Vitamin producer Blackmores has seen group revenue rise 12.8 percent in Fy22 to reach $649.5 million with growth across the company’s three major brands.
This delivered a rise in underlying operating EBIT profit of 19 percent to $56.6 million, with margins expanding 1.1 points to 53.4 percent.
CEO Alastair Symington said the company had delivered a strong result in a year impacted by the Covid-19 pandemic, increased input costs and significant supply chin disruptions.
Symington said: “The resilience of our business model, together with the strength of our brands and distribution channels have enabled the group to respond to these challenges to deliver top line growth along with further margin expansion.
“We recorded growth across all three brands – Blackmores, BioCeuticals and PAW – and all markets for the first time in the last four years.”

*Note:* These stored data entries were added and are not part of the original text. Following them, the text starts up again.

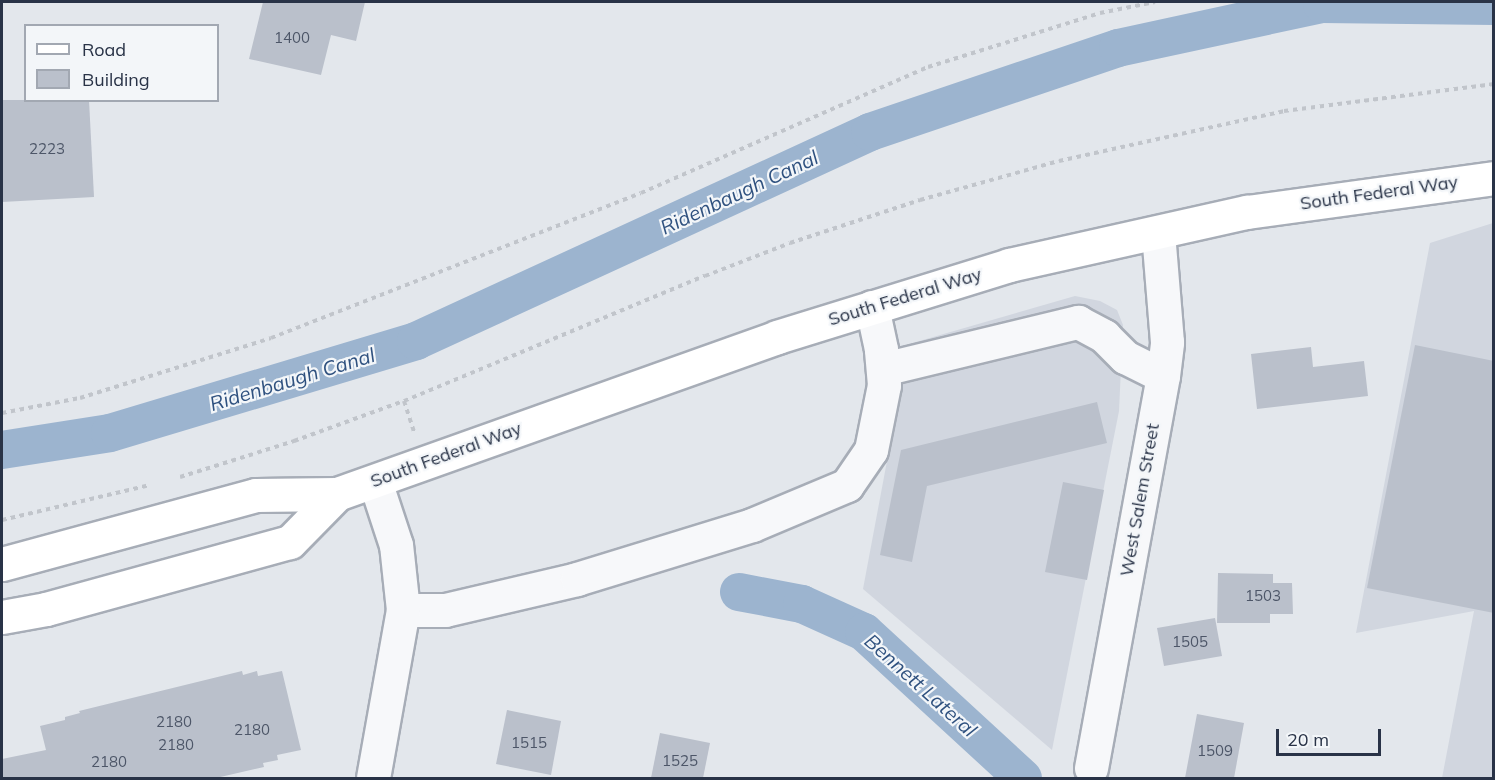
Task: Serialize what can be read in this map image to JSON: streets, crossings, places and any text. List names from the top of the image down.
{
  "streets": {
    "main road": ["South Federal Way"],
    "street": ["West Salem Street"]
  },
  "crossings": [
    ["South Federal Way", "West Salem Street"]
  ],
  "water": ["Ridenbaugh Canal", "Bennett Lateral"],
  "house_numbers": [
    "1400",
    "2223",
    "1503",
    "1505",
    "2180",
    "2180",
    "1515",
    "2180",
    "1509",
    "1525",
    "2180"
  ],
  "legend": ["Road", "Building"],
  "scale_bar": "20 m"
}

Symington said the company’s focus on product innovation and investment in its brands, as well as selling and marketing spending up 4.6 percent, had delivered revenue growth of 12.8 percent.
“This has enabled Blackmores to deliver a 22.6 percent increase in underlying net profit together with a 33.8 percent lift in full year dividend to shareholders to 95 cents per share fully franked.
“Importantly this strong set of financial results has also been delivered alongside the implementation of improvements in our workplace health and safety and further commitments delivered as part of our ongoing sustainability agenda.”
During the year Australian sales were up 2.7 percent, international sales up 31.7 percent and China sales up 10.6 percent along with an 11.2 percent rise in EBIT to $16 million.
Blackmores ended the year with newt cash of $82.2 million.